BEGIN

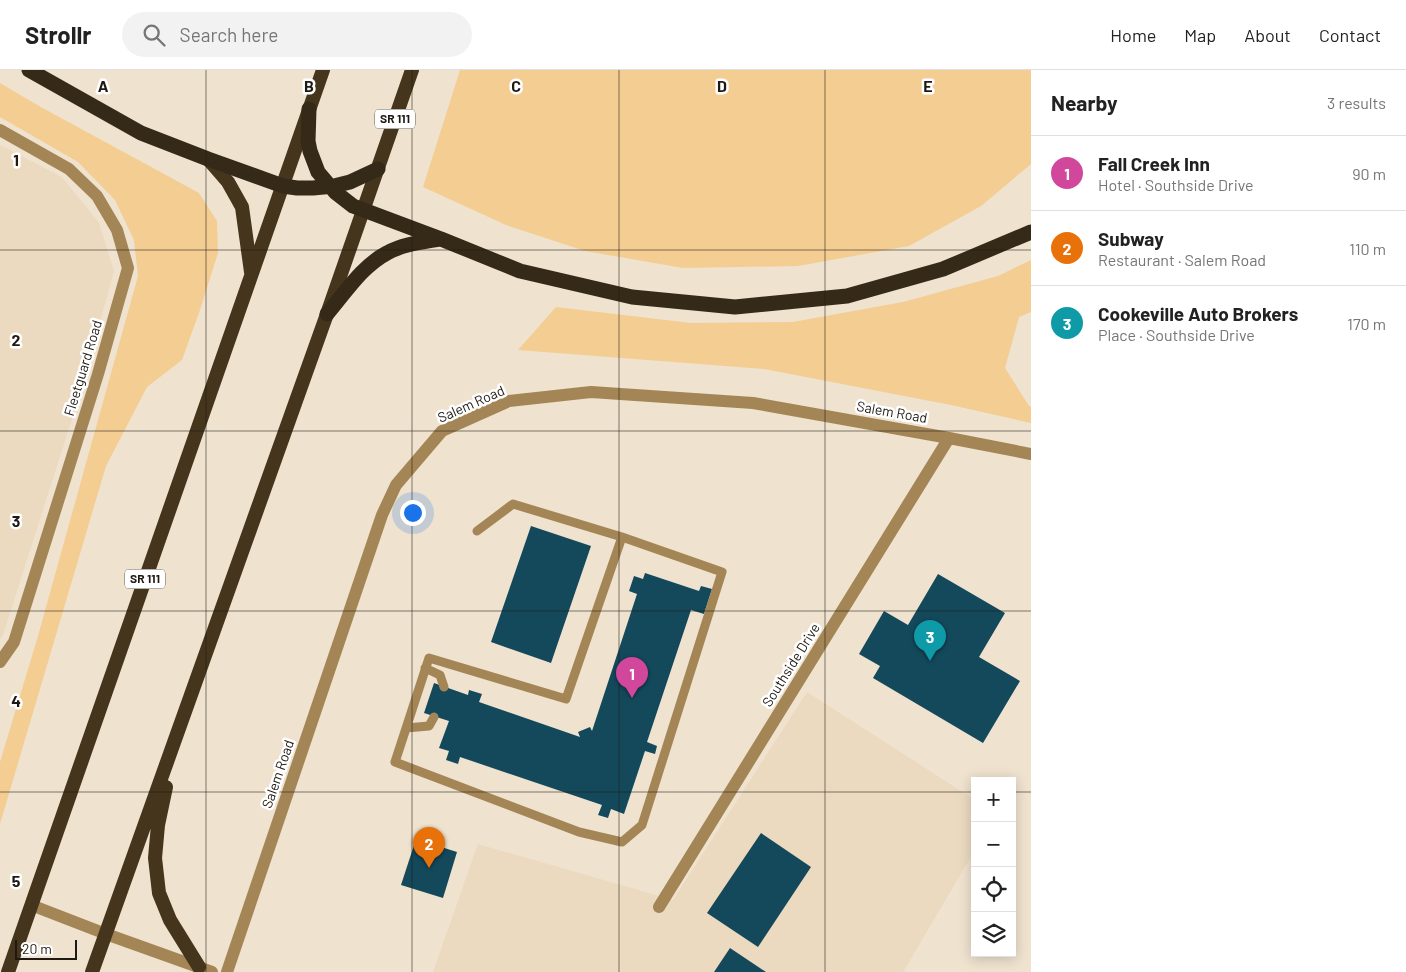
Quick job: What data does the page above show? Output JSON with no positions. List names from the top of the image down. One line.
{"streets":{"highway":["SR 111"],"street":["Fleetguard Road","Salem Road","Southside Drive"]},"crossings":[["Salem Road","Southside Drive"]],"scale_bar":"20 m","page":{"header":"Strollr","search":"Search here","nav":["Home","Map","About","Contact"],"heading":["Nearby","3 results"],"list":[{"mark":"1","name":"Fall Creek Inn","note":"Hotel · Southside Drive","value":"90 m"},{"mark":"2","name":"Subway","note":"Restaurant · Salem Road","value":"110 m"},{"mark":"3","name":"Cookeville Auto Brokers","note":"Place · Southside Drive","value":"170 m"}],"pins":["3","1","2"],"map_buttons":["+","−"],"scale":"20 m"},"grid":{"columns":["A","B","C","D","E"],"rows":["1","2","3","4","5"]}}
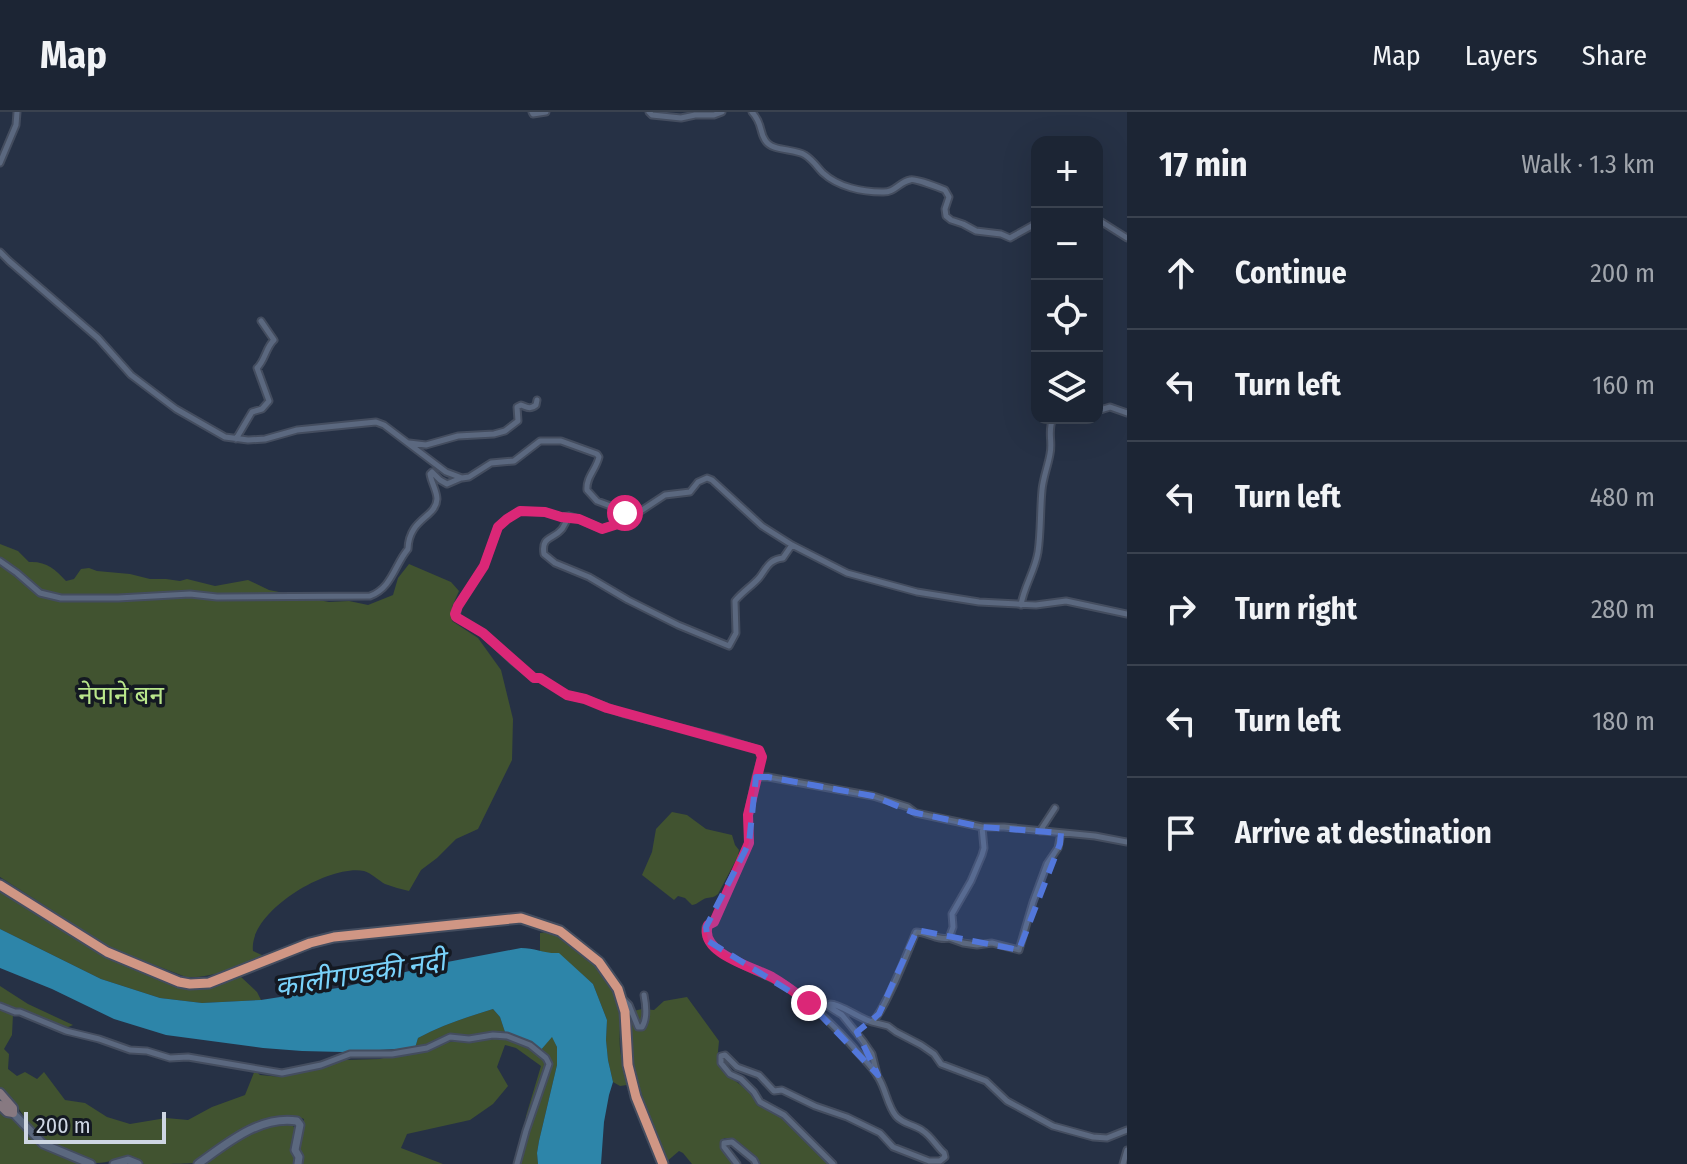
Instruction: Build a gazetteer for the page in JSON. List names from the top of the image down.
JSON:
{
  "water": ["कालीगण्डकी नदी"],
  "parks": ["नेपाने बन"],
  "scale_bar": "200 m",
  "page": {
    "header": "Map",
    "nav": ["Map", "Layers", "Share"],
    "heading": ["17 min", "Walk · 1.3 km"],
    "map_buttons": ["+", "−"],
    "list": [
      ["Continue", "200 m"],
      ["Turn left", "160 m"],
      ["Turn left", "480 m"],
      ["Turn right", "280 m"],
      ["Turn left", "180 m"],
      "Arrive at destination"
    ],
    "scale": "200 m"
  }
}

END

### Instructions to follow
If a record above contains a picture, leave the picture out and transcribe everything else exactly.

### Answer to this exercise
Quick job: What data does the page above show? Output JSON with no positions. List names from the top of the image down. One line.
{"streets":{"highway":["SR 111"],"street":["Fleetguard Road","Salem Road","Southside Drive"]},"crossings":[["Salem Road","Southside Drive"]],"scale_bar":"20 m","page":{"header":"Strollr","search":"Search here","nav":["Home","Map","About","Contact"],"heading":["Nearby","3 results"],"list":[{"mark":"1","name":"Fall Creek Inn","note":"Hotel · Southside Drive","value":"90 m"},{"mark":"2","name":"Subway","note":"Restaurant · Salem Road","value":"110 m"},{"mark":"3","name":"Cookeville Auto Brokers","note":"Place · Southside Drive","value":"170 m"}],"pins":["3","1","2"],"map_buttons":["+","−"],"scale":"20 m"},"grid":{"columns":["A","B","C","D","E"],"rows":["1","2","3","4","5"]}}
Instruction: Build a gazetteer for the page in JSON. List names from the top of the image down.
JSON:
{
  "water": ["कालीगण्डकी नदी"],
  "parks": ["नेपाने बन"],
  "scale_bar": "200 m",
  "page": {
    "header": "Map",
    "nav": ["Map", "Layers", "Share"],
    "heading": ["17 min", "Walk · 1.3 km"],
    "map_buttons": ["+", "−"],
    "list": [
      ["Continue", "200 m"],
      ["Turn left", "160 m"],
      ["Turn left", "480 m"],
      ["Turn right", "280 m"],
      ["Turn left", "180 m"],
      "Arrive at destination"
    ],
    "scale": "200 m"
  }
}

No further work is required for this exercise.